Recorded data
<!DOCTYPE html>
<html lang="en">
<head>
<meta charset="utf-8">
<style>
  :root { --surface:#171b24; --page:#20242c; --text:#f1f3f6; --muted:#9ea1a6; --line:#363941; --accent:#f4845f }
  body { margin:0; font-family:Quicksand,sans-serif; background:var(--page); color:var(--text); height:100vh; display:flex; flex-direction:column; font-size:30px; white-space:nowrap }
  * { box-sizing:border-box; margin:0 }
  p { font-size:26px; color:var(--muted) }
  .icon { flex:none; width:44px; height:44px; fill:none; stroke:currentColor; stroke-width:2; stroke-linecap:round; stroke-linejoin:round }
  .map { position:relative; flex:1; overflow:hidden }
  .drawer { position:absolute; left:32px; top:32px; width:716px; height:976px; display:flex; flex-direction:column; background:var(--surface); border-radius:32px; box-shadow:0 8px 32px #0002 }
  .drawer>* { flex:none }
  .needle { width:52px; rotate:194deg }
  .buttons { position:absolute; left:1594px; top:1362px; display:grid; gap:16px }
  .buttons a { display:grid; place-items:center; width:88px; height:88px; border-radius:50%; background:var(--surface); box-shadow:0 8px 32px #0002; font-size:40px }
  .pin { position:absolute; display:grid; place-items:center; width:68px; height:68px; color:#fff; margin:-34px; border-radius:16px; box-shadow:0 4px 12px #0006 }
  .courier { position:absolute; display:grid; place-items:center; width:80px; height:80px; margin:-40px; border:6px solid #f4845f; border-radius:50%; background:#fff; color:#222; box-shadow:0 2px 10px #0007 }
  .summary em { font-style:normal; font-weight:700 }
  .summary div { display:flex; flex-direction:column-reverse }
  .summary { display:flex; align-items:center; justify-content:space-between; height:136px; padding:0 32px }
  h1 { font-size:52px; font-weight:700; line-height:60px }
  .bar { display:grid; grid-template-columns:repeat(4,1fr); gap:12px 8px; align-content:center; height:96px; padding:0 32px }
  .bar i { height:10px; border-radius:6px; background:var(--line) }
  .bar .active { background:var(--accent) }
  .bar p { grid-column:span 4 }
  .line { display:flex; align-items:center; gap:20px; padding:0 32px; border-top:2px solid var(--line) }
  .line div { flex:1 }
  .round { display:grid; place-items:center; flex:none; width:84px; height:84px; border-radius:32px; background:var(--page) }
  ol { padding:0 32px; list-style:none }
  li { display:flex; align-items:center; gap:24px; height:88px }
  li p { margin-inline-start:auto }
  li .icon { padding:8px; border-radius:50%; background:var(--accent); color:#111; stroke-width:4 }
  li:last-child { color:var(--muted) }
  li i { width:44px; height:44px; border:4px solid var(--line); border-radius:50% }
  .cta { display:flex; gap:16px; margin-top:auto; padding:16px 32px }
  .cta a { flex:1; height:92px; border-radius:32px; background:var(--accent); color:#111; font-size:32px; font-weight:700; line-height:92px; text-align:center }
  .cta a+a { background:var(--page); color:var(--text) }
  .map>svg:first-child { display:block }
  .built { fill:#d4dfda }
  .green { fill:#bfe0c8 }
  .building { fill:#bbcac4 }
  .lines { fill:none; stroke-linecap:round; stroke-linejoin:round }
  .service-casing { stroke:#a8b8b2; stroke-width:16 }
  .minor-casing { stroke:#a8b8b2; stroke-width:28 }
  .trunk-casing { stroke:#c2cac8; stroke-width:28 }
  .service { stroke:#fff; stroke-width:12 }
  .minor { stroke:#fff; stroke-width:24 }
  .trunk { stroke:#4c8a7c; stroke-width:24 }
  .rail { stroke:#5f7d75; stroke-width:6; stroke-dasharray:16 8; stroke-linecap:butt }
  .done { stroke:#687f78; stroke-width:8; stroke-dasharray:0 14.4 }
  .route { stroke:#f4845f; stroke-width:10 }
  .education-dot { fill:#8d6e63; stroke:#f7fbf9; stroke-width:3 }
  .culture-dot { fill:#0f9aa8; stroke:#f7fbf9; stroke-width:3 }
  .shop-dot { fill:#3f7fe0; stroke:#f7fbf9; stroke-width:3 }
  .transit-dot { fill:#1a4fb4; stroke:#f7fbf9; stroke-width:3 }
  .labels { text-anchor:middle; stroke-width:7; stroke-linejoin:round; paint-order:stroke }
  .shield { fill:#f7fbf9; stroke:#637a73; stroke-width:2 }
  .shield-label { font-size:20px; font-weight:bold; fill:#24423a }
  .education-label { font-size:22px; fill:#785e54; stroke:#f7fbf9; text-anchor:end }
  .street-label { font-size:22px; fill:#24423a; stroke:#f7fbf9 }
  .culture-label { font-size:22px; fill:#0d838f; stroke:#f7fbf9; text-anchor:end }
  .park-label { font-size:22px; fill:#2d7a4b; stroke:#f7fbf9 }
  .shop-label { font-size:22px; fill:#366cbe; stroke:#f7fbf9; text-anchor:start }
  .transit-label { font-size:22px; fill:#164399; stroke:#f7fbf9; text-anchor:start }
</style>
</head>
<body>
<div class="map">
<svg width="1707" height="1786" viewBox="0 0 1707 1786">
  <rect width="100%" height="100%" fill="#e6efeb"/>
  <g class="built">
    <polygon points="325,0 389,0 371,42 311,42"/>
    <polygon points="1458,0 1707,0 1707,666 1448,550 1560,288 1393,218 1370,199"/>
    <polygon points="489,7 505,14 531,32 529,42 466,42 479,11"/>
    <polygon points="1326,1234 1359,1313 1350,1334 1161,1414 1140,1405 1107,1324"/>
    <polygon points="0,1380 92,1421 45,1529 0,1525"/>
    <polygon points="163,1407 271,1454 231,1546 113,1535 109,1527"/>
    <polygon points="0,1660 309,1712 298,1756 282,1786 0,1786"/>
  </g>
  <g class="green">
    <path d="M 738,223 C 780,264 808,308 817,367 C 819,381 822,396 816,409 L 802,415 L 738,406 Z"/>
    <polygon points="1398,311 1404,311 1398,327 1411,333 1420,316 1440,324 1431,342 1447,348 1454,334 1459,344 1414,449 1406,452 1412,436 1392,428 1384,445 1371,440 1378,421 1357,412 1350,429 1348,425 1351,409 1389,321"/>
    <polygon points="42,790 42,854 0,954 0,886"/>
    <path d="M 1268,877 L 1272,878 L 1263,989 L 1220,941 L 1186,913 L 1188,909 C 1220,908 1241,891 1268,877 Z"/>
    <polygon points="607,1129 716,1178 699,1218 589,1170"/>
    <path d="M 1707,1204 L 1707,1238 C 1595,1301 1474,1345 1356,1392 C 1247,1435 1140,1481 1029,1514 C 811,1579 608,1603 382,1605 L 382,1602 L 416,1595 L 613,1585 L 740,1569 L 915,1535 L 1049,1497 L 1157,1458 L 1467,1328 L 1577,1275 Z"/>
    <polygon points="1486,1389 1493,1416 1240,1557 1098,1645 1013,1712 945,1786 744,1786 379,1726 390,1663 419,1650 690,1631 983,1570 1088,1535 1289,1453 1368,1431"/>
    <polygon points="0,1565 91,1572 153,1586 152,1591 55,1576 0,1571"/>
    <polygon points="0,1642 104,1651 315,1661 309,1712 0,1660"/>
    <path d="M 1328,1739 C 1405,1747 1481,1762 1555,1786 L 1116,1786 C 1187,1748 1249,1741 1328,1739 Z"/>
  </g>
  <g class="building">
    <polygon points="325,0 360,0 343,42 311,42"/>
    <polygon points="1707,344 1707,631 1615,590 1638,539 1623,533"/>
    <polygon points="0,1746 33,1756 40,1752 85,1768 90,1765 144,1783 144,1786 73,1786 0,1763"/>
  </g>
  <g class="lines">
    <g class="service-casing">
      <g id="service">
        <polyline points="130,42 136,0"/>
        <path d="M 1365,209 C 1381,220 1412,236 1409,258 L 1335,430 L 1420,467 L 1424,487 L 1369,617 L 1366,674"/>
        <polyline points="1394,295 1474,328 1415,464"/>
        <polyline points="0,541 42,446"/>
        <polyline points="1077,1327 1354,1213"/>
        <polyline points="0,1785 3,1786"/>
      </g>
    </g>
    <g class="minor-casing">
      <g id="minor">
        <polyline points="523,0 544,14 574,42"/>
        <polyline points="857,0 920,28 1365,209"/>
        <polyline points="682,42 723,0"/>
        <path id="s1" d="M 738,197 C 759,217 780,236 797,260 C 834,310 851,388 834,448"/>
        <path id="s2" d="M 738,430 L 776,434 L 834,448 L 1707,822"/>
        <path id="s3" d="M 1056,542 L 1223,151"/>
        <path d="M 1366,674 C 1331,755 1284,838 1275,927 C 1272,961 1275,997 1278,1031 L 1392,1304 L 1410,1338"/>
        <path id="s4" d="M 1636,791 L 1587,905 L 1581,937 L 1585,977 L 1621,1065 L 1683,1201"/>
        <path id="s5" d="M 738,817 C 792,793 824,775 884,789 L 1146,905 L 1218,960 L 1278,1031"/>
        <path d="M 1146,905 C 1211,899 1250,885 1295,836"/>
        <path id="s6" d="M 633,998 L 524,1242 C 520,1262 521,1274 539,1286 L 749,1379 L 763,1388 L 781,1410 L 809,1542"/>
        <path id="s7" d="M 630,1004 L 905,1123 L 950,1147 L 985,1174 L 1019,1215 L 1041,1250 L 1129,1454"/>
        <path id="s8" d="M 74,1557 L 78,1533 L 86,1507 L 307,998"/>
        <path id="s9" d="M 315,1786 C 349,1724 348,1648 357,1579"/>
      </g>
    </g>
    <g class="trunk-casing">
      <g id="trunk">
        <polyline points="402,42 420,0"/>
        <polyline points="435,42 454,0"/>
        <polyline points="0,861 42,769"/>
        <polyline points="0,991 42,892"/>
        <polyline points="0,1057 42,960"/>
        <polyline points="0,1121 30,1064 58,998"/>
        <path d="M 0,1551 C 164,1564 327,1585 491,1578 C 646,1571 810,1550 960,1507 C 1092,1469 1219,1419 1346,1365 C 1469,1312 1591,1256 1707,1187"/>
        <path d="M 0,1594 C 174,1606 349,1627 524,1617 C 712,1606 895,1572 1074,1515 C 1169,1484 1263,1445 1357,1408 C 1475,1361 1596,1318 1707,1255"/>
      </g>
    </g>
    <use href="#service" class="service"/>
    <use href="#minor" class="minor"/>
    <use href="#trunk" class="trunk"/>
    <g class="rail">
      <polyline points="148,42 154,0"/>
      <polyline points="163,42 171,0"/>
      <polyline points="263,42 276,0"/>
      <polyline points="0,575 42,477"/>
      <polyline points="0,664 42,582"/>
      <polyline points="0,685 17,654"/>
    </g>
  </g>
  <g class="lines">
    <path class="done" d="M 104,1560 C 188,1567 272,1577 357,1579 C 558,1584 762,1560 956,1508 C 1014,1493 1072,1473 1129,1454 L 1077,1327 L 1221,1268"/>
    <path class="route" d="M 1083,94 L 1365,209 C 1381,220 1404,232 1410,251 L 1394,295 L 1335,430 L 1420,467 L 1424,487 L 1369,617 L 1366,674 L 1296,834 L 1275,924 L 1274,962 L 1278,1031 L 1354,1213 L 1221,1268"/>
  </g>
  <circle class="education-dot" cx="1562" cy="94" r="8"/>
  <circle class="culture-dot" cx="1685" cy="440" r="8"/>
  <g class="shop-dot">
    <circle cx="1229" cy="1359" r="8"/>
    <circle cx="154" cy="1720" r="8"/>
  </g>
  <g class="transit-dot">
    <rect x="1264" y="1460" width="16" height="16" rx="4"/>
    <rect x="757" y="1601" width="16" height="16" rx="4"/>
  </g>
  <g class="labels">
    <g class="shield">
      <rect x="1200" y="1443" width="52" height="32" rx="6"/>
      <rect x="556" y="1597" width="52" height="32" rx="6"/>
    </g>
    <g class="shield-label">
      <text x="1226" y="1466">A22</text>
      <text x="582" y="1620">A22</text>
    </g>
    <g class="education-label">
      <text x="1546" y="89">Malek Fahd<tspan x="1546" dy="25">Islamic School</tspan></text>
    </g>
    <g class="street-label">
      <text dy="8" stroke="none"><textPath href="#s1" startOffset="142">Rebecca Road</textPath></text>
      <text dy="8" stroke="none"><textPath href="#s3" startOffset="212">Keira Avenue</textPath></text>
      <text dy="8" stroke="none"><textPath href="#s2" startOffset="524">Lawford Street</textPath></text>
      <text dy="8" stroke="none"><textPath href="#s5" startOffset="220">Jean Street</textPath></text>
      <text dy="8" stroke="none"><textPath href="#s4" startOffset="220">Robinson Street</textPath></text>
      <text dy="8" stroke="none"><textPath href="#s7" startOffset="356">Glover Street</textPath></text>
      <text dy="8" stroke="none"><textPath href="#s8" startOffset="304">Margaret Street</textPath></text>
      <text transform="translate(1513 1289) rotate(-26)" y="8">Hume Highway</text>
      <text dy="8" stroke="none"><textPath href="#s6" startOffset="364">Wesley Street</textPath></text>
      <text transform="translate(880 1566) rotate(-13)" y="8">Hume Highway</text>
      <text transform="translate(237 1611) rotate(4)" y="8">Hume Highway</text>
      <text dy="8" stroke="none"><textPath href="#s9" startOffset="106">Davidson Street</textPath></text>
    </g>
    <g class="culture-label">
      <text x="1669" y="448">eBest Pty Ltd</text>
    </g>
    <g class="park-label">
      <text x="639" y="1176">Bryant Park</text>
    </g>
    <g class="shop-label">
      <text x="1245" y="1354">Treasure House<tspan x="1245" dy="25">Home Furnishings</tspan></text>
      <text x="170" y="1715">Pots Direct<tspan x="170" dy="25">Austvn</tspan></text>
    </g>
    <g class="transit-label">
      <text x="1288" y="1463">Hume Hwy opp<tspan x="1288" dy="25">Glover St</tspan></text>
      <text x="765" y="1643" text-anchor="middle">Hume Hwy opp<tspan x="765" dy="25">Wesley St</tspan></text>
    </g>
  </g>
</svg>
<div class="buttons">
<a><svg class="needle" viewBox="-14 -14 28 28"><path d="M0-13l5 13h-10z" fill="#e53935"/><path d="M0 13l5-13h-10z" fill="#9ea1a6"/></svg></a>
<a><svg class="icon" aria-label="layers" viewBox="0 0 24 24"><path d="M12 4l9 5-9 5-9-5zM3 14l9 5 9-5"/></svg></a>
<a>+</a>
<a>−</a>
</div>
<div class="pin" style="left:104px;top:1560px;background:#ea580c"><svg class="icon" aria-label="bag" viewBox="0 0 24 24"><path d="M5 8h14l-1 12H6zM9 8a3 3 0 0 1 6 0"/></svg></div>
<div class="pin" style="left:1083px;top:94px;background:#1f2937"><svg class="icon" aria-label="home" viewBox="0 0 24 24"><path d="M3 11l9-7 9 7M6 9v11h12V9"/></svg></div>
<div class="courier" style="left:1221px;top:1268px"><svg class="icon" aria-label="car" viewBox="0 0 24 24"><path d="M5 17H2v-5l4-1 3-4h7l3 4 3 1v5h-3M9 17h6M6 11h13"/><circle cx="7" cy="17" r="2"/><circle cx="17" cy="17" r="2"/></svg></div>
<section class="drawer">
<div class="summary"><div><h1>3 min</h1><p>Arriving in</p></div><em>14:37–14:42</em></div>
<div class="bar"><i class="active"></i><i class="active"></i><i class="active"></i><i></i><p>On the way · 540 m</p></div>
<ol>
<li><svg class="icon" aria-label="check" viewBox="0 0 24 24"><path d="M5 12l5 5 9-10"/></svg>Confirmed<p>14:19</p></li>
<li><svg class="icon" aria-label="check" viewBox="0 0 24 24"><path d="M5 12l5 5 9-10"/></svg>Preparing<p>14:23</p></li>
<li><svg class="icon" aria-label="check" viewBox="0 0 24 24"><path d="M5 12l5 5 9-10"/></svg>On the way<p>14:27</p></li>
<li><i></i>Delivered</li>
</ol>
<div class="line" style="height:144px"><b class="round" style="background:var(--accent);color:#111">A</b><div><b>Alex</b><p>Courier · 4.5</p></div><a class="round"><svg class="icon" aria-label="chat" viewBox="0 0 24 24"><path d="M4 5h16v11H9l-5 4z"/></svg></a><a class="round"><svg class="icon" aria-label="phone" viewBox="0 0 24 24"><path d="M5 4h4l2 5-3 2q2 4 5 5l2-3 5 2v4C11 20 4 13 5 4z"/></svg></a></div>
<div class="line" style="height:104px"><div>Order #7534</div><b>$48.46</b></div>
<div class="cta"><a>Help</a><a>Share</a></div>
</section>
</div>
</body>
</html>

• Required work: Taking the records from the top, repeat each line exactly until you have repeated the line that contains "display:flex; align-items:center; justify-content:space-between;".

• Result:
<!DOCTYPE html>
<html lang="en">
<head>
<meta charset="utf-8">
<style>
  :root { --surface:#171b24; --page:#20242c; --text:#f1f3f6; --muted:#9ea1a6; --line:#363941; --accent:#f4845f }
  body { margin:0; font-family:Quicksand,sans-serif; background:var(--page); color:var(--text); height:100vh; display:flex; flex-direction:column; font-size:30px; white-space:nowrap }
  * { box-sizing:border-box; margin:0 }
  p { font-size:26px; color:var(--muted) }
  .icon { flex:none; width:44px; height:44px; fill:none; stroke:currentColor; stroke-width:2; stroke-linecap:round; stroke-linejoin:round }
  .map { position:relative; flex:1; overflow:hidden }
  .drawer { position:absolute; left:32px; top:32px; width:716px; height:976px; display:flex; flex-direction:column; background:var(--surface); border-radius:32px; box-shadow:0 8px 32px #0002 }
  .drawer>* { flex:none }
  .needle { width:52px; rotate:194deg }
  .buttons { position:absolute; left:1594px; top:1362px; display:grid; gap:16px }
  .buttons a { display:grid; place-items:center; width:88px; height:88px; border-radius:50%; background:var(--surface); box-shadow:0 8px 32px #0002; font-size:40px }
  .pin { position:absolute; display:grid; place-items:center; width:68px; height:68px; color:#fff; margin:-34px; border-radius:16px; box-shadow:0 4px 12px #0006 }
  .courier { position:absolute; display:grid; place-items:center; width:80px; height:80px; margin:-40px; border:6px solid #f4845f; border-radius:50%; background:#fff; color:#222; box-shadow:0 2px 10px #0007 }
  .summary em { font-style:normal; font-weight:700 }
  .summary div { display:flex; flex-direction:column-reverse }
  .summary { display:flex; align-items:center; justify-content:space-between; height:136px; padding:0 32px }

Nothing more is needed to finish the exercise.